Georgie (Kelly McDonald) is living a replacement life. She is a convenient rebound for a wealthy widower Jim (David Wenham) with an established family that holds a community standing as generational fisherman in a coastal West Australian town. By chance, a late night swim due to insomnia results in an encounter with Lu Fox (Garrett Hedlund), an alluring outsider.

Like an exhilarating, electric jolt of a cold ocean dip – Georgie awakens from the hypnotic routine and abandons any notion of life without Lu. There have been many other international actors attempting to tread the treacherous waters of the Australian accent. For Macdonald, melding her natural Scottish with Australian English dialect feels entirely right for the character. Hedlund’s Lu is largely laconic though it’s a clever misdirection amidst a substantial amount of screen time he spends shirtless conveying the way he feels.

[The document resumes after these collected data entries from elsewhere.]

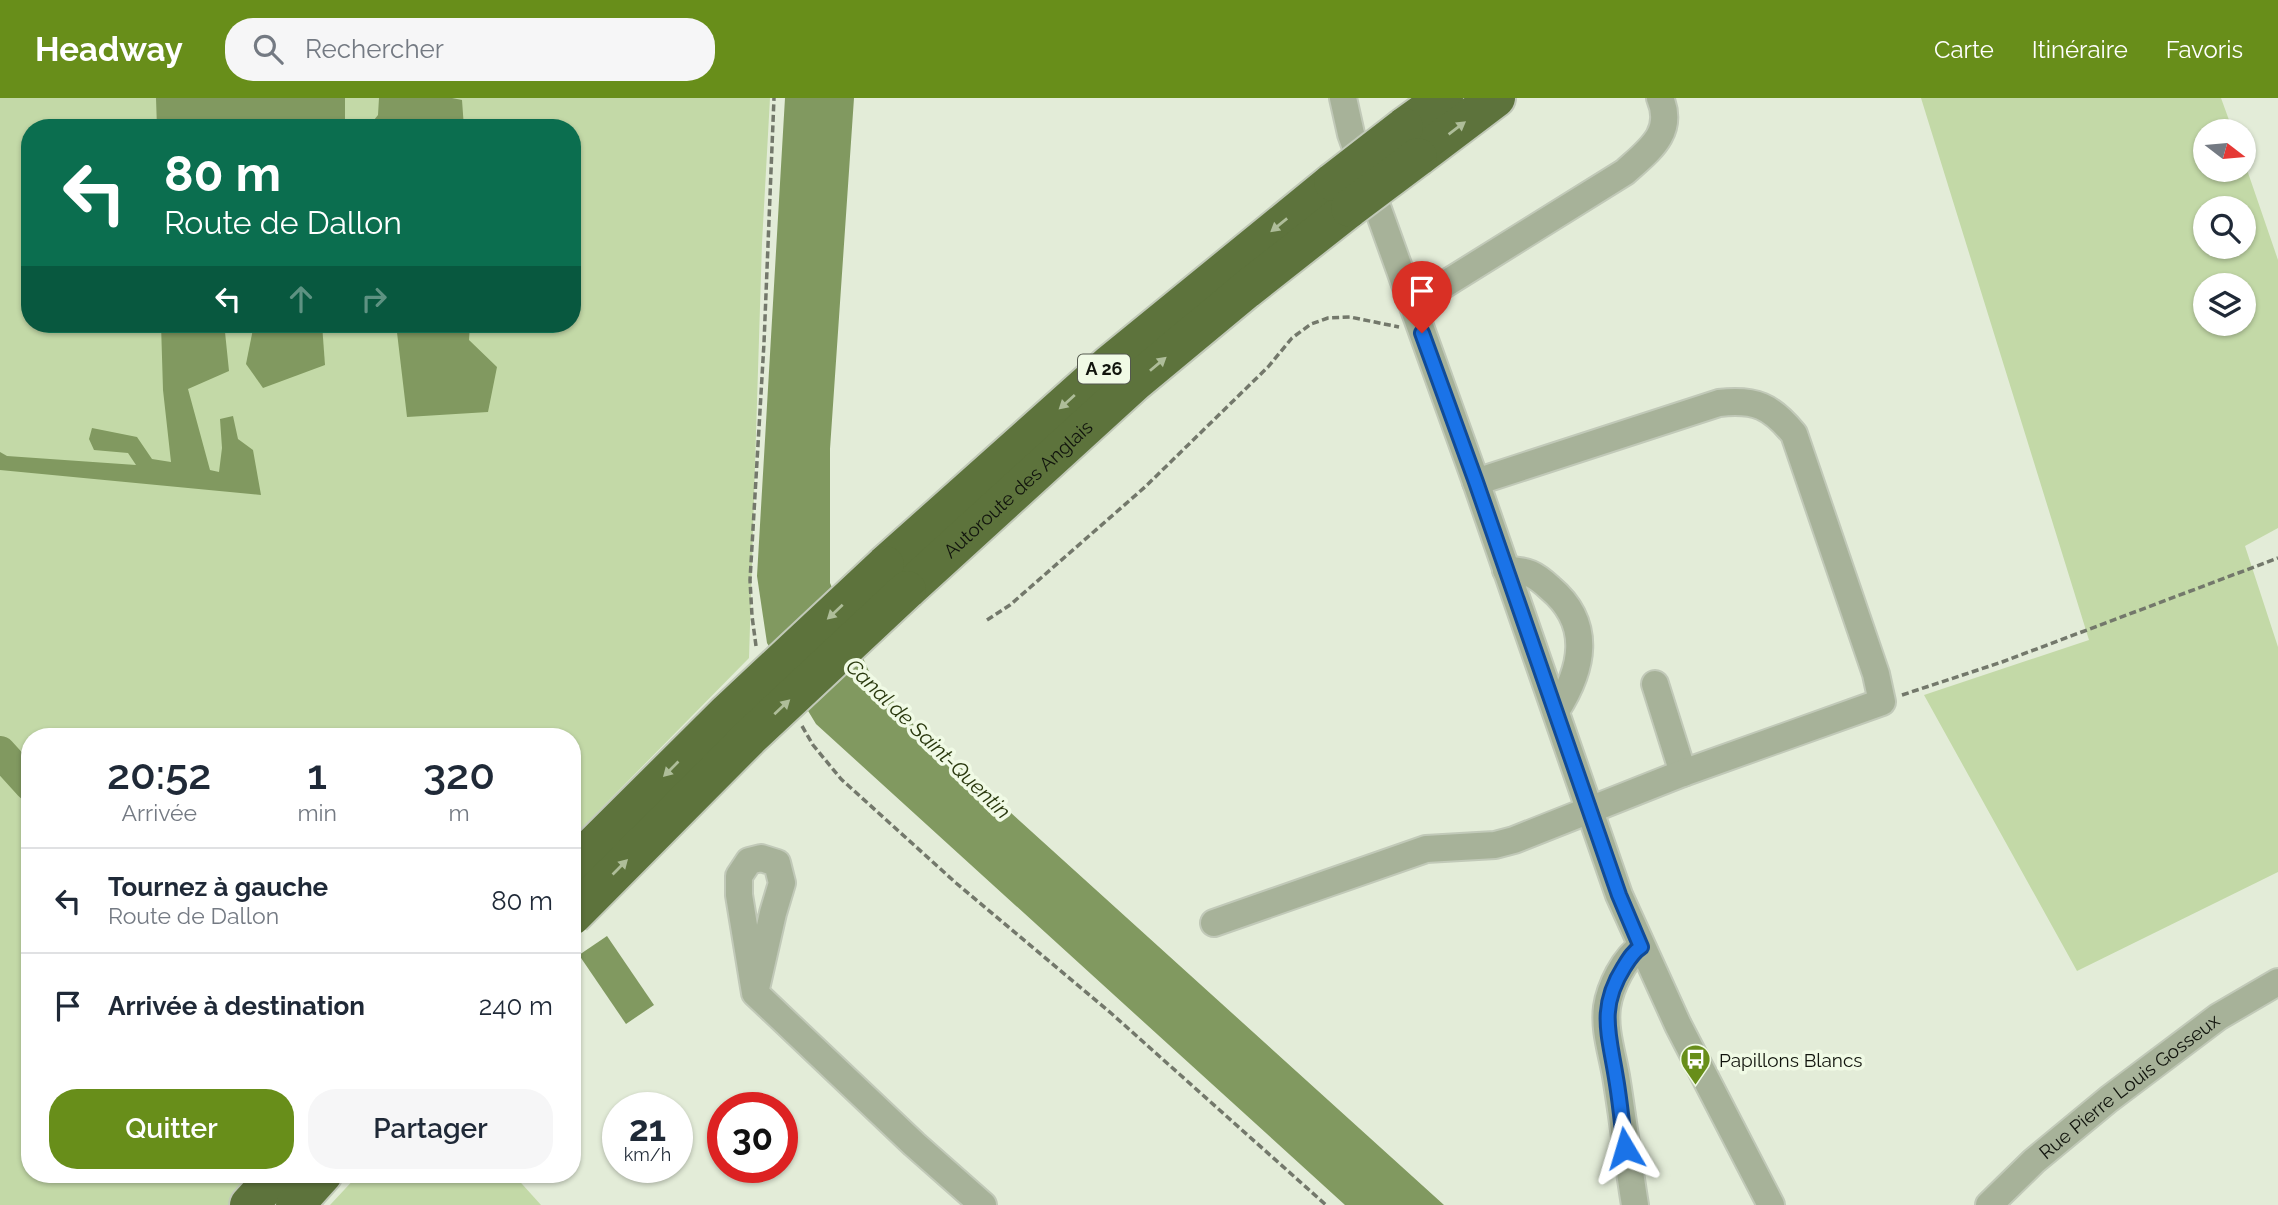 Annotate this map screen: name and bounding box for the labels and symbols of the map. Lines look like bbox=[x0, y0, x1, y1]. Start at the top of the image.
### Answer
north arrow bbox=[2193, 119, 2256, 182]
one-way arrow bbox=[1448, 121, 1466, 135]
one-way arrow bbox=[1271, 217, 1288, 232]
pin bbox=[1392, 261, 1452, 333]
road number: A 26 bbox=[1078, 354, 1130, 384]
one-way arrow bbox=[1149, 356, 1167, 372]
one-way arrow bbox=[1058, 394, 1076, 410]
street label: Autoroute des Anglais bbox=[939, 416, 1097, 562]
one-way arrow bbox=[827, 603, 844, 619]
water label: Canal de Saint-Quentin bbox=[841, 654, 1016, 824]
one-way arrow bbox=[773, 699, 791, 715]
one-way arrow bbox=[663, 761, 679, 777]
one-way arrow bbox=[612, 859, 629, 876]
street label: Rue Pierre Louis Gosseux bbox=[2034, 1009, 2224, 1163]
bus stop icon: Papillons Blancs bbox=[1679, 1043, 1713, 1087]
place label: Papillons Blancs bbox=[1719, 1049, 1863, 1071]
speed limit sign: 30 bbox=[707, 1092, 798, 1183]
position arrow bbox=[1588, 1111, 1662, 1185]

The extraordinarily talented and welcome presence of Gregor Jordan (“Two Hands,” “Ned Kelly”) is in a death roll with this adaptation. As a purely aesthetic experience, it’s gorgeous. The rugged West Australian coastline is a sight for isolation sore eyes. Taking cues for one of the greatest films ever made – “Jaws” – the opening scenes of “Dirt Music” begins with Macdonald stripping off for a swim and her form casting a sensual silhouette in the beaming cold aquarium light.

Working with screenwriter Jack Thorne, Jordan and his players must navigate the melodrama of Georgie’s malaise and discontent. The passive and compliant abandonment of her aspirations, goals and the experiences she looked forward to in her life was erased like a sandcastle at high tide. Jim’s family and her role in it – is a kind of gap year(s) – a holiday from ever having to experience her own life. It’s a hard character to connect with because despite the emotional turmoil, she’s living in a sponsored paradise. When her mother tragically dies, it only goes further to underscore her disconnection with the world. When she’s expected to participate in cordial funeral proceedings, she rejects the notion and causes a scene.

Lu is in a state of melancholia, the surviving member of a family killed in a tragic car accident. In a series of flashbacks, you see his family (played by George Mason, musician Julia Stone and Ava Caryofyllis). His despondency resonates until the Sparks-ian perfection of the man is fully realised. The man is gorgeous, sun-kissed, a sultry musician, and a closeted intellectual – Puh-lease. This guy was designed at a hens night during the pre-show drinks of a “Wild Boys Afloat” cruise.

The snapshot of the ruddy seaside community reflects Australia’s wealth gap – palatial coastline homes are built with old money. Aaron Pedersen (the essential cop on T.V in 2020) pops up as boating mechanic Beaver. In three scenes, he’s bearing the brunt of giving social and cultural dimensions to the town.

He identifies Georgie as an outsider, he reinforces the status quo exclusion of indigenous people in the community, and he showcases his relationship with a Chinese migrant woman – giving Georgie permission to find love with a fellow outsider. The double-edged sword is that Pedersen’s realness heightens the nonsense struggles of the characters that surround him.

There’s a pivot point in the movie that feels like Jordan’s voice flexing through the material. The rote certainty of these soul mates finding each other is interrupted by a compulsion to escape. After some collisions, confessions and bombshell revelations – none of which I’ll spoil – Lu takes a journey into the archipelago wilderness. This traffic jam of unexpected eventualities caused me to exclaim “now we’re getting somewhere.”

Jordan has always struck me as a profoundly spiritual filmmaker. Jordan is also a filmmaker plugged into Australian colonial past and the history of the first nations squashed into the subterranean. He processes this guilt and spirituality by unlocking a ghostly realm for his characters.

Lu like Jimmy (Heath Ledger) in “Two Hands” is a man guided and haunted by the ghosts of family past. Lu’s home acts as an antenna, the ghostly echo of his niece Bird (Caryofyllis) and the time machine quality of the family’s music (beautifully produced and performed by Angus and Julia Stone) is an emotional and psychological torture. Lu’s tragic fatalism drives him from the familiar to the roaring and unpredictable tidal fluctuations throughout the endless chain-linked islands in Australia’s far North West – a place from Georgie’s past – leaving her the lone chance to be a life-preserver.

“Dirt Music” is a film that begs to explore race, environmental impacts of working-class pursuits, and the law’s reflex to “look the other way” to influential local power brokers. Unfortunately the tired melodramatic romance at the core has the loudest voice.